Tegelijk geldt: man en vrouw zijn niet gelijk. De man is eerst geschapen, daarna de vrouw. De Bijbel noemt de man hoofd. Niet onderdrukker of tiran, maar hoofd. Van zijn eigen vrouw. Dat gaat niet over mannen en vrouwen in het algemeen, maar over man en vrouw in het huwelijk! Dáárin is de man hoofd van zijn vrouw. Dat is iets positiefs. Het betekent dat hij eerstverantwoordelijke is. Hij heeft vol liefde zorg te dragen voor zijn vrouw. Dat zijn vrouw tot bloei kan komen. De Bijbel vraagt dat de vrouw haar eigen man daarin volgt. Dat ze graag en vol liefde met hem samenwerkt in dienst van Gods Koninkrijk.

In de gemeente van Korinte stond niet alleen de gemeente onder druk. De druk van onderlinge rivaliteit met genadegaven. Het probleem in Korinte was dat ook huwelijken onder druk stonden. Vrouwen bekritiseerden hun eigen mannen wanneer die een profetie inbrachten. Dát is tegen de orde die God maakte in het huwelijk van man en vrouw.

Paulus zegt: “Wie van u denkt te kunnen profeteren of in het bezit van de Geest te zijn, dient te erkennen dat wat ik u schrijf een bevel van de Heer is.” Blijkbaar beriepen de vrouwen die hun eigen man bekritiseerden zich voor het recht om kritische vragen te stellen op een profetie en op de heilige Geest. Maar Paulus zegt dat de heilige Geest ons nooit zal opdragen om de orde van God aan te tasten!

Als je wel de orde van God aantast, dan spreek en handel je niet vanuit de heilige Geest. Dan ben je geen profeet, maar een valse profeet. Wie zich zo gedraagt mag in de gemeente niet als profeet erkend worden.

Hoe zit het nu met vrouwen in de Bijbel en in de kerk? Zet de Bijbel mannen aan om vrouwen te onderdrukken? Is de kerk één van de laatste bolwerken waar de vrouw er bekaaid van af komt? Moeten vrouwen in de samenkomsten van de gemeente altijd zwijgen? Dat is in 1 Korinte 14 helemaal niet aan de orde. Wij hebben serieus te nemen wat Paulus zegt. Hij beroept zich op het oude testament en op de Heer.

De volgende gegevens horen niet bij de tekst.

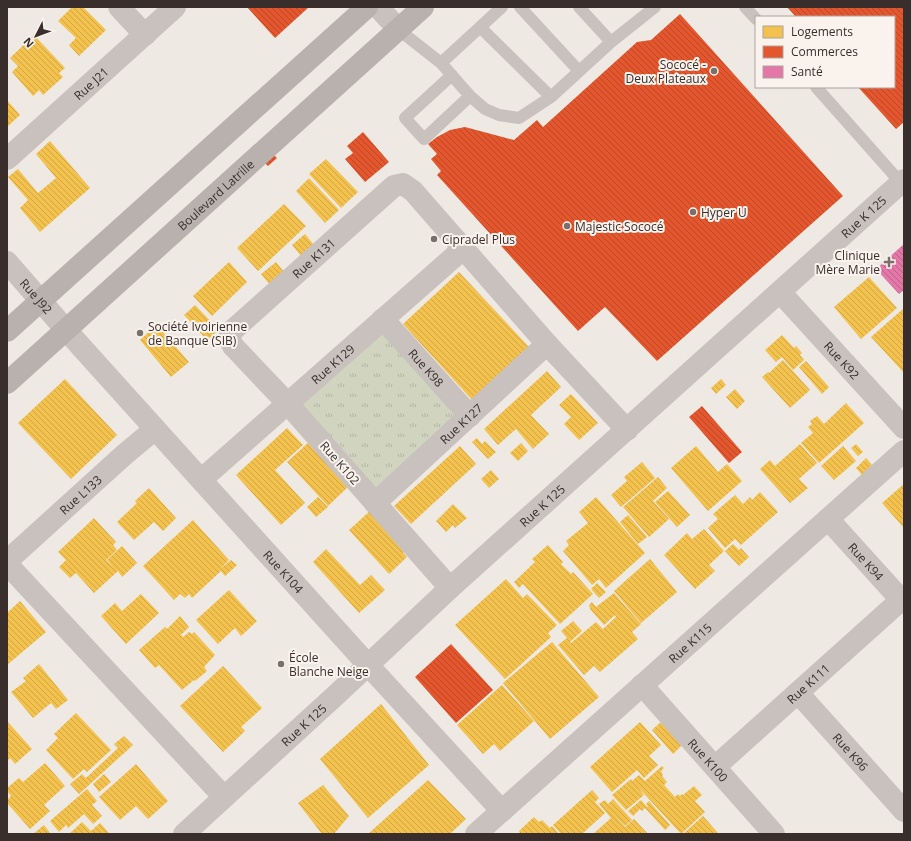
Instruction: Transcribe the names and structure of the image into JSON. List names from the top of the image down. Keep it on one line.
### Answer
{"streets":{"main road":["Boulevard Latrille"],"street":["Rue J21","Rue K 125","Rue K131","Rue J92","Rue K92","Rue K129","Rue K98","Rue K127","Rue K102","Rue L133","Rue K94","Rue K104","Rue K115","Rue K111","Rue K96","Rue K100"]},"crossings":[["Boulevard Latrille","Rue J92"],["Boulevard Latrille","Rue K104"],["Rue K 125","Rue K92"],["Rue K 125","Rue K102"],["Rue K 125","Rue K104"],["Rue K131","Rue K129"],["Rue K131","Rue K102"],["Rue J92","Rue K104"],["Rue K129","Rue K98"],["Rue K129","Rue K102"],["Rue K129","Rue K104"],["Rue K98","Rue K127"],["Rue K127","Rue K102"],["Rue L133","Rue K104"],["Rue K94","Rue K115"],["Rue K94","Rue K111"],["Rue K104","Rue K115"],["Rue K115","Rue K100"],["Rue K111","Rue K96"],["Rue K111","Rue K100"]],"places":{"other":["Sococé - Deux Plateaux","Hyper U","Majestic Sococé","Cipradel Plus","Société Ivoirienne de Banque (SIB)","École Blanche Neige"],"health":["Clinique Mère Marie"]},"legend":["Logements","Commerces","Santé"],"north":"bottom left"}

Maar dan moeten we wel goed lezen wat er staat.

In de gemeente van Korinte gingen vrouwen aan hun eigen mannen kritische vragen stellen nadat die een profetie inbrachten. Daardoor zetten zij hun húwelijk onder druk. Ze deden tekort aan de positie die God heeft gegeven aan hun man in het huwelijk en aan hen zelf in het huwelijk. Door hun kritische vragen tasten ze de orde van God binnen het huwelijk aan.

Het gaat in 1 Korinte 14 dus niet over het volgende: Dat deze Bijbelpassage zegt dat vrouwen lager zijn dan mannen. Dat vrouwen in de samenkomsten van de gemeente altijd moeten zwijgen. Ook niet dat vrouwen geen lerende functie mogen hebben over mannen. Of dat vrouwen niet mogen onderwijzen in de samenkomst van de gemeente.

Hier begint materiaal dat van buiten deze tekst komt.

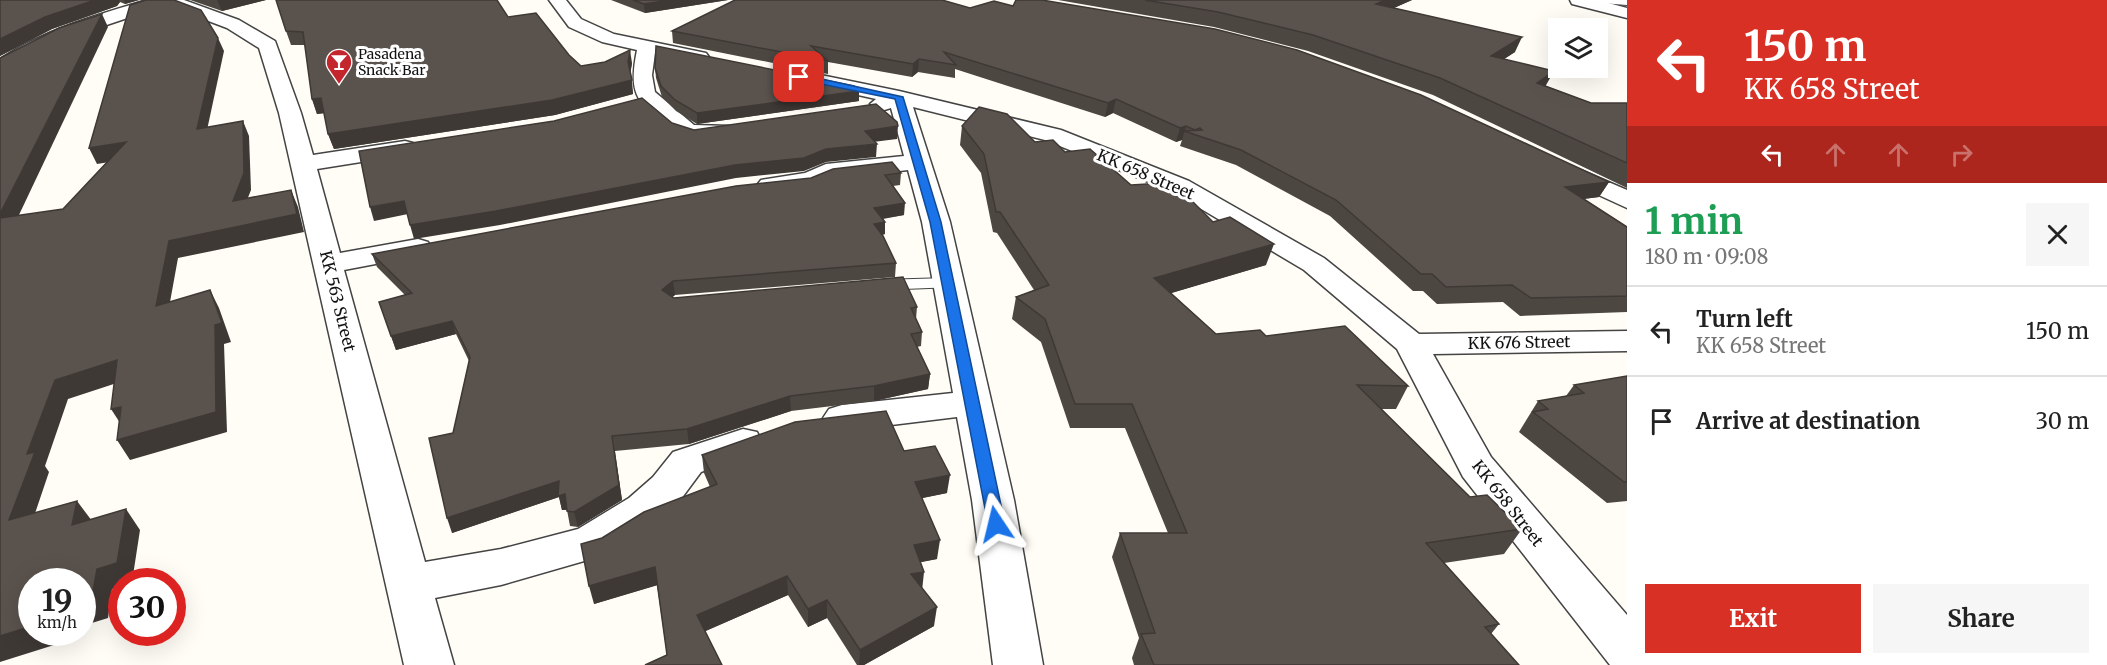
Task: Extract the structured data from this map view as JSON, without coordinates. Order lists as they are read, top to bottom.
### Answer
{
  "streets": {
    "street": ["KK 658 Street", "KK 563 Street", "KK 676 Street"]
  },
  "crossings": [
    ["KK 658 Street", "KK 676 Street"]
  ],
  "places": {
    "bar": ["Pasadena Snack Bar"]
  },
  "page": {
    "turn": ["150 m", "KK 658 Street"],
    "heading": ["1 min", "180 m · 09:08"],
    "list": [
      {
        "name": "Turn left",
        "note": "KK 658 Street",
        "value": "150 m"
      },
      {
        "name": "Arrive at destination",
        "value": "30 m"
      }
    ],
    "speed": "19 km/h",
    "limit": "30",
    "buttons": ["Exit", "Share"]
  }
}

Het gaat wel om goede húwelijksrelaties. Als een vrouw vragen heeft over de profetie die haar eigen man inbrengt, dan moet ze dat thuis aan haar eigen man vragen. Ook als dat kritische vragen zijn. Niet dat ze thuis op de vuist mogen gaan. Maar als een man en een vrouw kritiek op elkaar hebben moeten ze dat thuis samen als echtpaar bespreken. Daar zijn de publieke samenkomsten van de gemeente niet voor.

Pleit 1 Korinte 14 voor de invoering van de vrouw in het ambt? Van dat onderwerp geldt: Er zijn ook nog andere Bijbelgedeelten die daar betrekking op hebben. Die moeten ook eerlijk in rekening gebracht worden. Maar 1 Korinte 14 kan niet gebruikt worden als argument daartégen. Niet omdat onze cultuur dat vraagt. Maar omdat het daar niet staat. Onze cultuur is niet onze norm, maar de Bijbel is onze norm.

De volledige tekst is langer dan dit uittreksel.